Fill in the blank: lowballing is to bouldering as _ _ _ _ _ _ _ _ _ is to route climbing. The answer? Toproping. And like lowballing, it can’t get no respect.

I’ll admit, I haven’t set up an honest-to-god toprope since I was 15, grabbing greasy limestone at an old freemason quarry in Ohio. (Sadly/ironically, climbing there is now verboten, due to a fatal top-rope-set-up disaster.) And yes, I hate the feeling of a fuzzy cord tickling my nose and smacking me in the eye when my belayer takes up slack too quickly as much as the next guy. So it’s hard to see past toproping’s rap as the bumper bowling of the vertical kingdom. But not so fast...

If you’ve read my thoughts on lowballing and its oft-overlooked virtues, you’ll know I believe that even the lowliest of pursuits has its place and value. In fact, during the recent Horsetooth Hang (HTH; www.horsetoothhang.net) event, in Fort Collins, Colorado, I discovered topropping has the power to show you how strong... and what a coward you really are. 
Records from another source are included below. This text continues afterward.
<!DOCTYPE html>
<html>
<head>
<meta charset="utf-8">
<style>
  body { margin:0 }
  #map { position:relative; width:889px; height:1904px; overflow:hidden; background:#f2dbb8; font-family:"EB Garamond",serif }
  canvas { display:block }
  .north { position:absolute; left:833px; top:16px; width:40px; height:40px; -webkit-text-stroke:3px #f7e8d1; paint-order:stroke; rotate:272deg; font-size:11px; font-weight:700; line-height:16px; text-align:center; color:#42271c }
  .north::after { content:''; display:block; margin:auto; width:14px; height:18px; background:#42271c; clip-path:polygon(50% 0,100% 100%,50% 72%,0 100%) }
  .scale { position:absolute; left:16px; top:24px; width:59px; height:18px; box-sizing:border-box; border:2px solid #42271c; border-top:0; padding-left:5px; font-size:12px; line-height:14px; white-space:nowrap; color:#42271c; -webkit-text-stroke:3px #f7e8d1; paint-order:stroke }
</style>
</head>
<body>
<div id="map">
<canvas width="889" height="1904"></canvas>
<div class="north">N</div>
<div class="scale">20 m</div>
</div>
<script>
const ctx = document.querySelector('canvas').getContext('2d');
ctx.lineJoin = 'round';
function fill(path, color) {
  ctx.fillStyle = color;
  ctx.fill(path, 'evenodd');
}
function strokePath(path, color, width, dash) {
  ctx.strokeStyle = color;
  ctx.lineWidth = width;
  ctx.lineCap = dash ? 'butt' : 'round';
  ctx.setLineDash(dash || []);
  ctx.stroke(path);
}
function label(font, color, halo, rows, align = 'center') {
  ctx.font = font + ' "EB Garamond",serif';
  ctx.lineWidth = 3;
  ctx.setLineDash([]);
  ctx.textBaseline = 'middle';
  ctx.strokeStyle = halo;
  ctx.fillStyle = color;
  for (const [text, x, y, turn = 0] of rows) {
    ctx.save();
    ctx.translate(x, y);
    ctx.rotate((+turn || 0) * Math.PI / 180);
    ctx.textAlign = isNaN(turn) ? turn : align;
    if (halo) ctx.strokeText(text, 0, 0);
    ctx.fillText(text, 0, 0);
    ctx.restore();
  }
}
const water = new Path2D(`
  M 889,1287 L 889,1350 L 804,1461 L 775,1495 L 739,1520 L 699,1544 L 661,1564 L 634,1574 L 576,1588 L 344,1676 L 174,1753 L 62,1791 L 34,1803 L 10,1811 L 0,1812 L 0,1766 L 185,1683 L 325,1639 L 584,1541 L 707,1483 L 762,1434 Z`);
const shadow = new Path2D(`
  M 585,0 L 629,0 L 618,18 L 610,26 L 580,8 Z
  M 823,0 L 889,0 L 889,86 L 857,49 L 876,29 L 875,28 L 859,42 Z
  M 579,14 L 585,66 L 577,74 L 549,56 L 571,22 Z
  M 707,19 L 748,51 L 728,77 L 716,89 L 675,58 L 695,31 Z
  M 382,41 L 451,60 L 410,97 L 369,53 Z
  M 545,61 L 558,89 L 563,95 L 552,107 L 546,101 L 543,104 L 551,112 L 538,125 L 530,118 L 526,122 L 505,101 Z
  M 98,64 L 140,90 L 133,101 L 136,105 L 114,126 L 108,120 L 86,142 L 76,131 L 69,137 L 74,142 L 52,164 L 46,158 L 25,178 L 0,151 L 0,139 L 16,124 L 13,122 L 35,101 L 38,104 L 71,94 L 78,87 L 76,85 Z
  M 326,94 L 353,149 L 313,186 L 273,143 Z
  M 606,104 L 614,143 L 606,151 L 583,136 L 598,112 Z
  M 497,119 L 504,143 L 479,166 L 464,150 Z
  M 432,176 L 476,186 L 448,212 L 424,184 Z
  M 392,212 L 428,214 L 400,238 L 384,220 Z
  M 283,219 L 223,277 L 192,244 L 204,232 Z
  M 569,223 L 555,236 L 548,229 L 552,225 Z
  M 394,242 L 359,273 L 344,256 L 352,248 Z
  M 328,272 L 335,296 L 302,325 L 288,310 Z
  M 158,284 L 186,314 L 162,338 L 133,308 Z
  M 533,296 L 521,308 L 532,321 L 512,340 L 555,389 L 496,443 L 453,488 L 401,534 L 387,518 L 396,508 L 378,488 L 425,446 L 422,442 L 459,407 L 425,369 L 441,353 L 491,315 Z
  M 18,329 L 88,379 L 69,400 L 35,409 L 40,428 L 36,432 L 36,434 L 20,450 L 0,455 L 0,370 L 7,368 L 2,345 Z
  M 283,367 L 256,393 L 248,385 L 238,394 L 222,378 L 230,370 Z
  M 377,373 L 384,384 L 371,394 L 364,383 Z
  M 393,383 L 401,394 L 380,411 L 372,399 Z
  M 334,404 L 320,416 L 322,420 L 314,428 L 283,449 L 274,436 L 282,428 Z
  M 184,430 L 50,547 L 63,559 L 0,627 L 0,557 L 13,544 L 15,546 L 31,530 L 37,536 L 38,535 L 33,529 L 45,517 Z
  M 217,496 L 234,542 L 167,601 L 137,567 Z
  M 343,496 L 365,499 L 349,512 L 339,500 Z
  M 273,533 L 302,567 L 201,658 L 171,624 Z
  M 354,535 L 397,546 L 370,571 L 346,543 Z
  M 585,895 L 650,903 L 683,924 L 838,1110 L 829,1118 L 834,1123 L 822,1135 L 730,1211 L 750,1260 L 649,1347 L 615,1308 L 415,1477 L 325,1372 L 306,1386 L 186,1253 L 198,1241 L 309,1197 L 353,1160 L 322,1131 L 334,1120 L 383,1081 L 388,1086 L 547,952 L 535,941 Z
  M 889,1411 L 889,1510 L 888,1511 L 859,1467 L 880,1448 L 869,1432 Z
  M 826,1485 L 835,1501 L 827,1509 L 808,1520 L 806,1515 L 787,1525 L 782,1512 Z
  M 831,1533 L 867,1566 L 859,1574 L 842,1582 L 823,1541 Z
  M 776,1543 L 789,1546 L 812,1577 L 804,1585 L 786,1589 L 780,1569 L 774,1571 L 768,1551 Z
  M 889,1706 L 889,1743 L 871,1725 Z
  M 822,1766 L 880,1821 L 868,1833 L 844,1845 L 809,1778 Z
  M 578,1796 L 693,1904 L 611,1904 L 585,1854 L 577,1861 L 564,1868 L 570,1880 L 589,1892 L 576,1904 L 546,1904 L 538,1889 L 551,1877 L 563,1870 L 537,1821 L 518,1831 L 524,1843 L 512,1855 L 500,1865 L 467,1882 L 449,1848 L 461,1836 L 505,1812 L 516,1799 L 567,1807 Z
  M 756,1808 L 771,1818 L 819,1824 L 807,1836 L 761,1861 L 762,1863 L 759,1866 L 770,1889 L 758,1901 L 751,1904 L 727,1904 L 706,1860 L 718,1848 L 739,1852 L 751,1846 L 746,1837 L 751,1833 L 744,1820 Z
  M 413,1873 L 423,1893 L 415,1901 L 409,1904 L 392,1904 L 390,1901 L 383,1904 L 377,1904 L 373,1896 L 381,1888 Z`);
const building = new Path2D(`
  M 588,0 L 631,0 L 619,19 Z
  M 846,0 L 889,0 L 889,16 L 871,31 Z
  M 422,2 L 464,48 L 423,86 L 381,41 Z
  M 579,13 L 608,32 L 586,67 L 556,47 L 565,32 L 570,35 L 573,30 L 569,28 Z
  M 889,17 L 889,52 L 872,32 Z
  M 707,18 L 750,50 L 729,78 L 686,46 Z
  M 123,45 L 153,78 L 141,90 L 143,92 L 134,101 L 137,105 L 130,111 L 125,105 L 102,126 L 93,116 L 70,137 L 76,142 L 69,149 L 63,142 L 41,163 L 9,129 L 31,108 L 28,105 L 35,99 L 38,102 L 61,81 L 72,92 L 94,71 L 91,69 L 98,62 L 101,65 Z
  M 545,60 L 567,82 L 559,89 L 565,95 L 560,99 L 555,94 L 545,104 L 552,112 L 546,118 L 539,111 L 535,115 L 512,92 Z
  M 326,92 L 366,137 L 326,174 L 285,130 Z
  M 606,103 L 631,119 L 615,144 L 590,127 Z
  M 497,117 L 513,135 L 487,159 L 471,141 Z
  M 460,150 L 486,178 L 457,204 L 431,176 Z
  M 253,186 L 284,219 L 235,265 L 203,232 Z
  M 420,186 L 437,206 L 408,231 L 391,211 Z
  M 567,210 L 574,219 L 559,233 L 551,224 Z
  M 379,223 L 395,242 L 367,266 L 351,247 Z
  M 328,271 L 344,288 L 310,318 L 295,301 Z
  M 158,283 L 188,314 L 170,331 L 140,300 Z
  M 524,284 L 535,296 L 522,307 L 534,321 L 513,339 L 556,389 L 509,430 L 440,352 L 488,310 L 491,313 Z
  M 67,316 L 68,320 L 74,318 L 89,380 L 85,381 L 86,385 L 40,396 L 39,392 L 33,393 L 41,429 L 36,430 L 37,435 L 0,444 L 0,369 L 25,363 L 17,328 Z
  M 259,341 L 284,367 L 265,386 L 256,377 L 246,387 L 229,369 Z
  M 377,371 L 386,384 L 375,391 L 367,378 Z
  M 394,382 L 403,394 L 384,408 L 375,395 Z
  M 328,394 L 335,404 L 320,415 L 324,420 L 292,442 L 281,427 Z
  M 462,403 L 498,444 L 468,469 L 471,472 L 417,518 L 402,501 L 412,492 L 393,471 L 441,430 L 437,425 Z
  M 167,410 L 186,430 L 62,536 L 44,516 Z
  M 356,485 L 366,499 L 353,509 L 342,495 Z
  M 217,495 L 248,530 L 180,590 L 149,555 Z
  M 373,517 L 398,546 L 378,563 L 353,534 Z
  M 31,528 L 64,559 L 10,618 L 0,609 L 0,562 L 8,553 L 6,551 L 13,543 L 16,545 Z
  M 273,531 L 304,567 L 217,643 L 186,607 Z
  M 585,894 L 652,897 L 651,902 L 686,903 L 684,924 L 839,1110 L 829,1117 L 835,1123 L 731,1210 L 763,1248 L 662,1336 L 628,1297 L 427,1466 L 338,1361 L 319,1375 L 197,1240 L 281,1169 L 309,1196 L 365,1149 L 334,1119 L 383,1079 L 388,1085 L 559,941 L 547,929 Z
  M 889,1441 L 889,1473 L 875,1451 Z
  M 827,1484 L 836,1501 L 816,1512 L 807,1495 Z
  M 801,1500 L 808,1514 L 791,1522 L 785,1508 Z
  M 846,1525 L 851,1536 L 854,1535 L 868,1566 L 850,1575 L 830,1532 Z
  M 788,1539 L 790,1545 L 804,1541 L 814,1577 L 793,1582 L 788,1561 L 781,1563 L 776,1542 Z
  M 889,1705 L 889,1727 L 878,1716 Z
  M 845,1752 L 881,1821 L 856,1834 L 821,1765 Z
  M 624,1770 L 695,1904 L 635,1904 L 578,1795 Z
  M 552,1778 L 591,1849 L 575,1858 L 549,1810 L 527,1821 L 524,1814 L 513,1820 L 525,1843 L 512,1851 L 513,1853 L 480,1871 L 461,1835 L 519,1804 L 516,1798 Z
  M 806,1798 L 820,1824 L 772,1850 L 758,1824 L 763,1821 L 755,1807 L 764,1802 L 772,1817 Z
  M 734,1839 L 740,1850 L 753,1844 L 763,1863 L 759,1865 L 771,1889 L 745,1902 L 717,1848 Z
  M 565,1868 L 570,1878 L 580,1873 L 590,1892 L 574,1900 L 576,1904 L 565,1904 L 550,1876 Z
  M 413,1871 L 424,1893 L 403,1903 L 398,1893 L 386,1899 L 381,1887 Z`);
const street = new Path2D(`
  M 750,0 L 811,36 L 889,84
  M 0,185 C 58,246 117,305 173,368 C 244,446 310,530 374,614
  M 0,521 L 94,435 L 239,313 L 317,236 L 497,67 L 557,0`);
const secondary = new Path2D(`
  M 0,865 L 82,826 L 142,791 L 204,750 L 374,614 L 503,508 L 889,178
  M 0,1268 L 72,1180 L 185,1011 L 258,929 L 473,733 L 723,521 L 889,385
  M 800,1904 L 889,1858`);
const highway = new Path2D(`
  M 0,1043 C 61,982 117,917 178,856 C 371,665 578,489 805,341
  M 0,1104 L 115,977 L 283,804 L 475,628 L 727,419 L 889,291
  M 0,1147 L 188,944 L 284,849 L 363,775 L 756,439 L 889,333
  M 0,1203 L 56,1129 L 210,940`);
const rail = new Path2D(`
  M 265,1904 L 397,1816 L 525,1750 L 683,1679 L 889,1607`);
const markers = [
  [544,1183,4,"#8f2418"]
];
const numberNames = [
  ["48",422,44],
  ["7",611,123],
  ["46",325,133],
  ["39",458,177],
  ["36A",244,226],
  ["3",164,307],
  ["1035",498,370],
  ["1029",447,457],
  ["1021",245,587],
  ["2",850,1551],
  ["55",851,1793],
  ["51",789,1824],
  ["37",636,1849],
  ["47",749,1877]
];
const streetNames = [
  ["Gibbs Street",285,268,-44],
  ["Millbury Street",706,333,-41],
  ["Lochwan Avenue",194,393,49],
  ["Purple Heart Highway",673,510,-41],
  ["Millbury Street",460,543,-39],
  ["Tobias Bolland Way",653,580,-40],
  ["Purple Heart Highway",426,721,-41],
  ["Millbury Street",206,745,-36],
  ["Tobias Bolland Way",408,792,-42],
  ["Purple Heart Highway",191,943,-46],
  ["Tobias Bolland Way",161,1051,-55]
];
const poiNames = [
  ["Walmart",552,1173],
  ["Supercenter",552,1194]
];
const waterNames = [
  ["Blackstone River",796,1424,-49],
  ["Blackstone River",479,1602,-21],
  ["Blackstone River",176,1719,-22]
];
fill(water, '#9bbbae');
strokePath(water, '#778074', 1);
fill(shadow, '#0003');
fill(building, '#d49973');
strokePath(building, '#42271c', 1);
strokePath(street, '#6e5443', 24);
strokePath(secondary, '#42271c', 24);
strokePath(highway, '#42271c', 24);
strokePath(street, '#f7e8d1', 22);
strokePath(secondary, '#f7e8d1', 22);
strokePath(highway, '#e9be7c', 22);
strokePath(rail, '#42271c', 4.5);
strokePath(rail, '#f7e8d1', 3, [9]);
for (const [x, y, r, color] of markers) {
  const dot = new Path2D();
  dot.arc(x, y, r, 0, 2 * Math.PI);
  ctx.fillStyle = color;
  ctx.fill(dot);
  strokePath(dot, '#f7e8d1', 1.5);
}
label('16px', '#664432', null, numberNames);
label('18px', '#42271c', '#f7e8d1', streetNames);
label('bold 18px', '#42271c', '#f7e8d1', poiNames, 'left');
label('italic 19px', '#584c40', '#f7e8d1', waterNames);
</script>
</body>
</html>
This was my first trip to the HTH, an outdoor competition and fundraiser at a reservoir-side sandstone bouldering spot in Larimer County. Horsetoooth is home to some of Colorado’s oldest bouldering and, like the Gunks, sports a handful of dynamic John Gill problems. (One of the problems, the Gill Pinch, is the best known in the area and involves a jump from a not-so-hot right hand pinch to a down-sloping top, followed by a hair-raising, crux mantel top out.) When I got down to the boulders at the HTH, I found that my pad was useless — all the problems taller than head height were rigged (via elaborate boulder-top webbing rigs — cams, nuts, slings... the works) with topropes. “OMG,” I thought to myself. “WTF?”